Konten yang baik adalah yang mampu mempengaruhi banyak orang. Dalam konteks ini, untuk berpengaruh, kita harus membuat mereka menyukai konten kita terlebih dahulu. Kalau sudah disukai, akan lebih mudah untuk mempengaruhi. Mirip-mirip penjelasan post-truth lah. Dan memang hal ini terbukti secara ilmiah, seperti dalam buku Jonathan Haidt yang berjudul The Righteous Mind: Why Good People Are Divided by Politics and Religion.
Bagaimana untuk memenangkan hati orang-orang? Saat ini, konten yang disukai adalah yang mudah dipahami. Dalam gagasan agama, mereka menyukai konten yang mengandung banyak dalil ayat atau hadits. Itulah kenapa artikel-artikel tentang doa dan tata cara lebih banyak dibaca di portal-portal yang mengedepankan islam rahmatna lil alamin seperti NU online, islami.co, alif.id dan lain-lain daripada yang njelimet membahas pemikiran filosofis.
Menurut saya, kita harus mencurahkan sedikit energi untuk mengikuti kemauan pasar. Sambil pelan-pelan menyisipkan konten-konten deradikalisasi, seperti mengkampenyakan toleransi. Lantas, apa yang harus diprioritaskan dalam konten? Isi atau bungkus?
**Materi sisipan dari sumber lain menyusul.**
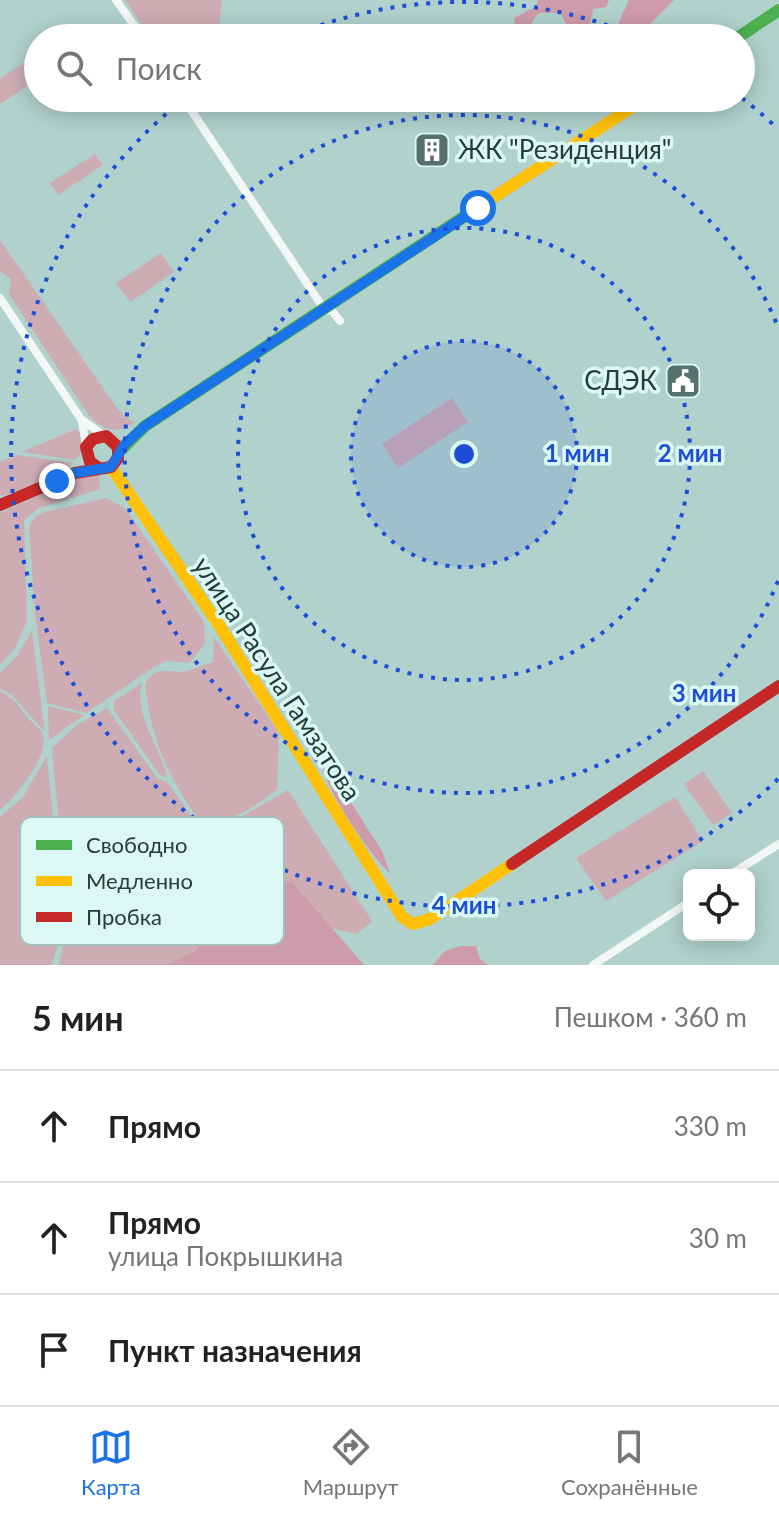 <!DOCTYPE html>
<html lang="ru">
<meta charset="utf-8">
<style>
:root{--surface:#fff;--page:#f2f2f2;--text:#222;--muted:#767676;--line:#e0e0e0;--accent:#1a73e8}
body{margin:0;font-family:Lato,sans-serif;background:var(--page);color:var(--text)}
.controls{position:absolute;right:24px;bottom:24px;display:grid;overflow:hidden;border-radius:12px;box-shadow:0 4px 20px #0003}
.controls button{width:72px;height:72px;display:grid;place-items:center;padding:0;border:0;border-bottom:2px solid var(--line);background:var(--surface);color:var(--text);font:40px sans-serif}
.stop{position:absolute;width:24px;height:24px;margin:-18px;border:6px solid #1a73e8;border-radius:50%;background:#fff}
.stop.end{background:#1a73e8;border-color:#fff;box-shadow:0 2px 8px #0008}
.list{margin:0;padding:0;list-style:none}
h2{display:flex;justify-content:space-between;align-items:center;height:104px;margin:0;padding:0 32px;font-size:34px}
h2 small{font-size:26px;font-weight:400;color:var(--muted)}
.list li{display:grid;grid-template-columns:52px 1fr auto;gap:24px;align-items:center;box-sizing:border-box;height:112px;padding:0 32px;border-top:2px solid var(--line)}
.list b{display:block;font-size:30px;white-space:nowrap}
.list p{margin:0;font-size:26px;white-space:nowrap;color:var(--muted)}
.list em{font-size:26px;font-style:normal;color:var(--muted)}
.icon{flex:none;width:44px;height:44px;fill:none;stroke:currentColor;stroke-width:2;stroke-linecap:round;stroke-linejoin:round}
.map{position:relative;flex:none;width:779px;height:965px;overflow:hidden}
.search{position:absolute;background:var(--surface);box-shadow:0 4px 20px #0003;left:24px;right:24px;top:24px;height:88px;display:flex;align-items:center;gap:20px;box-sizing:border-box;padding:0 28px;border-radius:44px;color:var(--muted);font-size:30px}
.sheet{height:440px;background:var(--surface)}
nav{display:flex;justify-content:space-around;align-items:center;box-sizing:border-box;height:112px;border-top:2px solid var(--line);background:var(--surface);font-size:22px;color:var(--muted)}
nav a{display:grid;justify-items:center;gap:4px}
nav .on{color:var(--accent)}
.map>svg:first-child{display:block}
.green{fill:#cdacb4}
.forest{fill:#ce9baa}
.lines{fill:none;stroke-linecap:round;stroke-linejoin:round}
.street{stroke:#f3f8f7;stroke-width:8}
.fast{stroke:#4caf50;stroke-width:12}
.slow{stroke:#ffc107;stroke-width:12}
.jam{stroke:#c62828;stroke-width:12}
.route{stroke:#1a73e8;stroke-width:10}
.ring{fill:none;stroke:#1d4ed8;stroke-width:4;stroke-dasharray:4 8}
.labels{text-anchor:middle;stroke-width:7;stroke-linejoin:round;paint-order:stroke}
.poi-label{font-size:26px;fill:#253d3a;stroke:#dbf8f4;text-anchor:start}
.street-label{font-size:26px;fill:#253d3a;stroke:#dbf8f4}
.key{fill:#dbf8f4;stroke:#a4c0bc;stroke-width:2}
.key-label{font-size:22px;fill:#253d3a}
.centre{fill:#1d4ed8;stroke:#dbf8f4;stroke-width:4}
.ring-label{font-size:24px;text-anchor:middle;font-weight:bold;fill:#1d4ed8;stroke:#dbf8f4;stroke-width:7;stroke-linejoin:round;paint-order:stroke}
</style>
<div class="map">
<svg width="779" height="965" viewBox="0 0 779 965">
<rect width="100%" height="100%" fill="#b0d1cc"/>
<path class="green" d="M125,0H222L218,38H151Z
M38,53V79L0,104V79Z
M95,154L103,165L58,195L50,183Z
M0,240L119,411L134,423C117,435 104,430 90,417L9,294L11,279L0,271Z
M161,253L174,272L130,302L116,283Z
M452,398L468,422L398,468L382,444Z
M76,429L82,436V452L75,460L22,452Z
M17,455L73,463L34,485L0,496V462Z
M99,474L100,489L39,508L24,520L27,621L15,648L0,665V513L82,476Z
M106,498L125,508L204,622L205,644L189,663L167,661L154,667L86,713L47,703L35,613L29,527L36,516L45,512Z
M32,631L44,727V731L11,694L0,689V673L17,656Z
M214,637L279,733L277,790L246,811L208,828L202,825C168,776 152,744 145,684C158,662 171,675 187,671C196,669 205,664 213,662Z
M142,683C134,719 161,746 167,778L160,775L114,710V701Z
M0,691C12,697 19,706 27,717C32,723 41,728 43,736C49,756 15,798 0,810Z
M48,706L84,715L49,740Z
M107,708L157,778L168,783L201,830L220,829L288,790L372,921L357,934L330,928L291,881L243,885L195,951L167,965H59L68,922L52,748L77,725Z
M47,756C50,809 73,922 51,965H0V817L23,797Z
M703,771L732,813L713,825L684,784Z
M675,797L703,841L606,901L576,858Z"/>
<path class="forest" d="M538,0H609L606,7L593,9L590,24L575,27L565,23L561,13H538L527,30L515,28L514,18L535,7Z
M629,0H674L639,35L623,38L617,27Z
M322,757L382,851L390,873C372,858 317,779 322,757Z
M291,881L364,965H167L195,951L243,885Z
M460,946H476L480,959L488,965H433L445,951Z"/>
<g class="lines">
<path class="street" d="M116,0L143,38
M183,98L324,309L332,311L340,321
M0,298L81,419L103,435
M82,420L86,447
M730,875L779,844
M593,965L689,902"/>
<path class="fast" d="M737,38L779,10
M119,452L145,426L494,197"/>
<path class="slow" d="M494,197L646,98
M111,467L219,625L402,917L413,924L430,919L512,864"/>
<path class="jam" d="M0,505L75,473L111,467L118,458V447L106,436L93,439L86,447L90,462L99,468
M512,864L779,686"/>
</g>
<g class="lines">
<path class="route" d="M57,481L75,473L111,467L125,444L145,426L478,208"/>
</g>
<circle cx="464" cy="454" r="113" fill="#1d4ed8" fill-opacity=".12"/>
<g class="ring">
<circle cx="464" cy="454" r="113"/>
<circle cx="464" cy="454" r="226"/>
<path d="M778 581A339 339 0 1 1 778 327"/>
<path d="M778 779A452 452 0 1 1 183 100M287 38A452 452 0 0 1 641 38M742 98A452 452 0 0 1 778 129"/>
</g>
<defs>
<symbol id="building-square" viewBox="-11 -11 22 22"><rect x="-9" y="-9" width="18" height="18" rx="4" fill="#56716d" stroke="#dbf8f4"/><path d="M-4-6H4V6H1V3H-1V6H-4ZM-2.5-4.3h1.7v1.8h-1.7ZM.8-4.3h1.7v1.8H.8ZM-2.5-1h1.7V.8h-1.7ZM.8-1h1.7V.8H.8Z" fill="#fff"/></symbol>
<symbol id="civic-square" viewBox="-11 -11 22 22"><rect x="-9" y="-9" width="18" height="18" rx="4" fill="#56716d" stroke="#dbf8f4"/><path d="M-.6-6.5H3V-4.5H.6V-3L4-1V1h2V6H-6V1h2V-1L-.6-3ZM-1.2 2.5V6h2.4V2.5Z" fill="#fff"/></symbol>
</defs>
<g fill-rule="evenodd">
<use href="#building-square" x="412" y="130" width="40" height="40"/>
<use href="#civic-square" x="663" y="361" width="40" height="40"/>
</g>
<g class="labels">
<g class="poi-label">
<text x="458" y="159">ЖК "Резиденция"</text>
<text x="657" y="390" text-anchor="end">СДЭК</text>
</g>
<g class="street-label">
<text transform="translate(277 679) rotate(57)" y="9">улица Расула Гамзатова</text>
</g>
</g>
<rect x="20" y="817" width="264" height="128" rx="12" class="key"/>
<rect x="36" y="840" width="36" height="10" fill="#4caf50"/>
<rect x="36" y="876" width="36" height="10" fill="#ffc107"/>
<rect x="36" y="912" width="36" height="10" fill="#c62828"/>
<g class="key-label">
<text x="86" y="853">Свободно</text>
<text x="86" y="889">Медленно</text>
<text x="86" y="925">Пробка</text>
</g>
<circle cx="464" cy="454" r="12" class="centre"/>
<g class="ring-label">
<text x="577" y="462">1 мин</text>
<text x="690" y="462">2 мин</text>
<text x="704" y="702">3 мин</text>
<text x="464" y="914">4 мин</text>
</g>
</svg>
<div class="controls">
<button><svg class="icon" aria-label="locate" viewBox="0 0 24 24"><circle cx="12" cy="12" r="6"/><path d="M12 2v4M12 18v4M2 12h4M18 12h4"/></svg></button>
</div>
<div class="stop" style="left:478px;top:208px"></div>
<div class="stop end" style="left:57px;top:481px"></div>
<div class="search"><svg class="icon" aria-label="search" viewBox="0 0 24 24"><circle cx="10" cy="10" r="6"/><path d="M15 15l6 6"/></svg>Поиск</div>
</div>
<section class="sheet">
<h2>5 мин<small>Пешком · 360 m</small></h2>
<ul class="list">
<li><svg class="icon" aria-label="ahead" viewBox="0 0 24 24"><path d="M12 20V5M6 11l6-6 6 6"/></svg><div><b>Прямо</b></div><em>330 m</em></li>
<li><svg class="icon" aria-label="ahead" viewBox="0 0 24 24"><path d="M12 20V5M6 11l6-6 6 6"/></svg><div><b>Прямо</b><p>улица Покрышкина</p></div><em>30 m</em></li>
<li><svg class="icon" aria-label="arrive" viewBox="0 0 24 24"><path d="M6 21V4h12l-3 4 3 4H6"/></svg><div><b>Пункт назначения</b></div></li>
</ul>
</section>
<nav>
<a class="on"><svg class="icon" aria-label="map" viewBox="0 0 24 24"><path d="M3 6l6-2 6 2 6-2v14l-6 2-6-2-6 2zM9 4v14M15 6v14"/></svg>Карта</a>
<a><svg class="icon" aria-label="directions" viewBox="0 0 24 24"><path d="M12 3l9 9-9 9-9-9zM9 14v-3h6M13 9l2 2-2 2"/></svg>Маршрут</a>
<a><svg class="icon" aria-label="saved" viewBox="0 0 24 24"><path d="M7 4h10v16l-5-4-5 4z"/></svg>Сохранённые</a>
</nav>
Tergantung tujuannya. Kalau kita ingin mengedukasi atau memberikan pembelajaran untuk masyarakat, maka isi atau substansi lebih penting. Perlu diingat, pembelajaran yang baik membutuhkan usaha yang lebih. Sedangkan, masyarakat kita tidak mencurahkan energi yang banyak untuk belajar. Energinya sudah habis tercurah untuk menghadapi persoalan hidup yang kompleks.
Untuk memenangkan kontestasi gagasan, kita harus memenangkan hatinya dulu. Karena kalau sudah tidak disukai, bagaimanapun isinya tidak akan laku. Oleh karena itu, bungkus menjadi sangat penting dalam konteks ini. itulah kenapa ulama-ulama YouTube yang sangat populer saat ini sangat disukai. Sebab mereka mudah dipahami dan sering menyertakan ayat-ayat.
Sedangkan, ulama sekaliber Kiai Said Aqil dan Quraish Shihab jarang menggunakan metode tersebut. Sehingga mereka kurang disukai. Atau paling tidak, tidak se-populer Ustadz Abdul Somad di kalangan muslim kelas menengah. Wallahu A’lam.